» WORK TO BE COMPLETED
The expected output is each entry, given again exactly.

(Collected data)
--- START ---

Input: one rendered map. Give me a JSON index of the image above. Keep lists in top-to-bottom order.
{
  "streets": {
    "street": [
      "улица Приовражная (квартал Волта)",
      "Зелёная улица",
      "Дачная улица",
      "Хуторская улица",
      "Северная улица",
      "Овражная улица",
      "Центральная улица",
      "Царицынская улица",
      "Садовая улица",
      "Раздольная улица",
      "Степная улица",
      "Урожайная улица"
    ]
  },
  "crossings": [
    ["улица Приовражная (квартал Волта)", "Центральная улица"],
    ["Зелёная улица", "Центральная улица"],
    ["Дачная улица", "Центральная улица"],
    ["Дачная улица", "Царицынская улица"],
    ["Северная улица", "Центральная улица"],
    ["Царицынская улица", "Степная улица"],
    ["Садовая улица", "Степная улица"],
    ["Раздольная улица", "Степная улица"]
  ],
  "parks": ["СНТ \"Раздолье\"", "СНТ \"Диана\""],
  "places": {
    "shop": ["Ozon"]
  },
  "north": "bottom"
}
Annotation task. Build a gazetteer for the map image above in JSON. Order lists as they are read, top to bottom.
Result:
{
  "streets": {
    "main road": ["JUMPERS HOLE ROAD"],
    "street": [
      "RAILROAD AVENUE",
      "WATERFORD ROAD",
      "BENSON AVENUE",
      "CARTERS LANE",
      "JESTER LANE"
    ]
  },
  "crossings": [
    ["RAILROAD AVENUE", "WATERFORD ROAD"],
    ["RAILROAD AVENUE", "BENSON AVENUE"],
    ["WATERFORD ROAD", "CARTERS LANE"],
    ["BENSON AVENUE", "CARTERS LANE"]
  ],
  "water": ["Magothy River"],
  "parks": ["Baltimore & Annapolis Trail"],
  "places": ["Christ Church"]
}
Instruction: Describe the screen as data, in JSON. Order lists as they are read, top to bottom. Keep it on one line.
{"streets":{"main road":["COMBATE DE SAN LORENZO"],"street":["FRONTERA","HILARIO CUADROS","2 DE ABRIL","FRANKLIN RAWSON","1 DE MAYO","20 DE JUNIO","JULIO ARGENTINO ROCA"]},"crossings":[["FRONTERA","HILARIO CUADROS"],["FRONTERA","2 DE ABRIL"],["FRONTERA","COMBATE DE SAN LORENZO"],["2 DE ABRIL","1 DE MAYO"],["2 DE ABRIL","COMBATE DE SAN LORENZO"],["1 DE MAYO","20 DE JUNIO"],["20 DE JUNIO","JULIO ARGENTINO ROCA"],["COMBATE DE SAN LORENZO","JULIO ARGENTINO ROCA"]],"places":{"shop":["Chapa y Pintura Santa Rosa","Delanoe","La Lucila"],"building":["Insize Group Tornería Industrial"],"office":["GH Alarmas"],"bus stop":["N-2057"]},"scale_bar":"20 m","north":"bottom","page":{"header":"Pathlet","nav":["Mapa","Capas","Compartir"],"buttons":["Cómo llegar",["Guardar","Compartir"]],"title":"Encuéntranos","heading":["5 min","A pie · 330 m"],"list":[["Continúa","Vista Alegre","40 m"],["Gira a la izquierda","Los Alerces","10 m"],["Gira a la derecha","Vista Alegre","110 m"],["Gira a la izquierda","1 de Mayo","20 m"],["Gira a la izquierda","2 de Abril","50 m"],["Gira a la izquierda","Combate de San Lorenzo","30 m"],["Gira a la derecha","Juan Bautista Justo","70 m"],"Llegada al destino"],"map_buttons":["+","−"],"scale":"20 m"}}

--- END ---

» ANSWER SPACE
Input: one rendered map. Give me a JSON index of the image above. Keep lists in top-to-bottom order.
{
  "streets": {
    "street": [
      "улица Приовражная (квартал Волта)",
      "Зелёная улица",
      "Дачная улица",
      "Хуторская улица",
      "Северная улица",
      "Овражная улица",
      "Центральная улица",
      "Царицынская улица",
      "Садовая улица",
      "Раздольная улица",
      "Степная улица",
      "Урожайная улица"
    ]
  },
  "crossings": [
    ["улица Приовражная (квартал Волта)", "Центральная улица"],
    ["Зелёная улица", "Центральная улица"],
    ["Дачная улица", "Центральная улица"],
    ["Дачная улица", "Царицынская улица"],
    ["Северная улица", "Центральная улица"],
    ["Царицынская улица", "Степная улица"],
    ["Садовая улица", "Степная улица"],
    ["Раздольная улица", "Степная улица"]
  ],
  "parks": ["СНТ \"Раздолье\"", "СНТ \"Диана\""],
  "places": {
    "shop": ["Ozon"]
  },
  "north": "bottom"
}
Annotation task. Build a gazetteer for the map image above in JSON. Order lists as they are read, top to bottom.
Result:
{
  "streets": {
    "main road": ["JUMPERS HOLE ROAD"],
    "street": [
      "RAILROAD AVENUE",
      "WATERFORD ROAD",
      "BENSON AVENUE",
      "CARTERS LANE",
      "JESTER LANE"
    ]
  },
  "crossings": [
    ["RAILROAD AVENUE", "WATERFORD ROAD"],
    ["RAILROAD AVENUE", "BENSON AVENUE"],
    ["WATERFORD ROAD", "CARTERS LANE"],
    ["BENSON AVENUE", "CARTERS LANE"]
  ],
  "water": ["Magothy River"],
  "parks": ["Baltimore & Annapolis Trail"],
  "places": ["Christ Church"]
}
Instruction: Describe the screen as data, in JSON. Order lists as they are read, top to bottom. Keep it on one line.
{"streets":{"main road":["COMBATE DE SAN LORENZO"],"street":["FRONTERA","HILARIO CUADROS","2 DE ABRIL","FRANKLIN RAWSON","1 DE MAYO","20 DE JUNIO","JULIO ARGENTINO ROCA"]},"crossings":[["FRONTERA","HILARIO CUADROS"],["FRONTERA","2 DE ABRIL"],["FRONTERA","COMBATE DE SAN LORENZO"],["2 DE ABRIL","1 DE MAYO"],["2 DE ABRIL","COMBATE DE SAN LORENZO"],["1 DE MAYO","20 DE JUNIO"],["20 DE JUNIO","JULIO ARGENTINO ROCA"],["COMBATE DE SAN LORENZO","JULIO ARGENTINO ROCA"]],"places":{"shop":["Chapa y Pintura Santa Rosa","Delanoe","La Lucila"],"building":["Insize Group Tornería Industrial"],"office":["GH Alarmas"],"bus stop":["N-2057"]},"scale_bar":"20 m","north":"bottom","page":{"header":"Pathlet","nav":["Mapa","Capas","Compartir"],"buttons":["Cómo llegar",["Guardar","Compartir"]],"title":"Encuéntranos","heading":["5 min","A pie · 330 m"],"list":[["Continúa","Vista Alegre","40 m"],["Gira a la izquierda","Los Alerces","10 m"],["Gira a la derecha","Vista Alegre","110 m"],["Gira a la izquierda","1 de Mayo","20 m"],["Gira a la izquierda","2 de Abril","50 m"],["Gira a la izquierda","Combate de San Lorenzo","30 m"],["Gira a la derecha","Juan Bautista Justo","70 m"],"Llegada al destino"],"map_buttons":["+","−"],"scale":"20 m"}}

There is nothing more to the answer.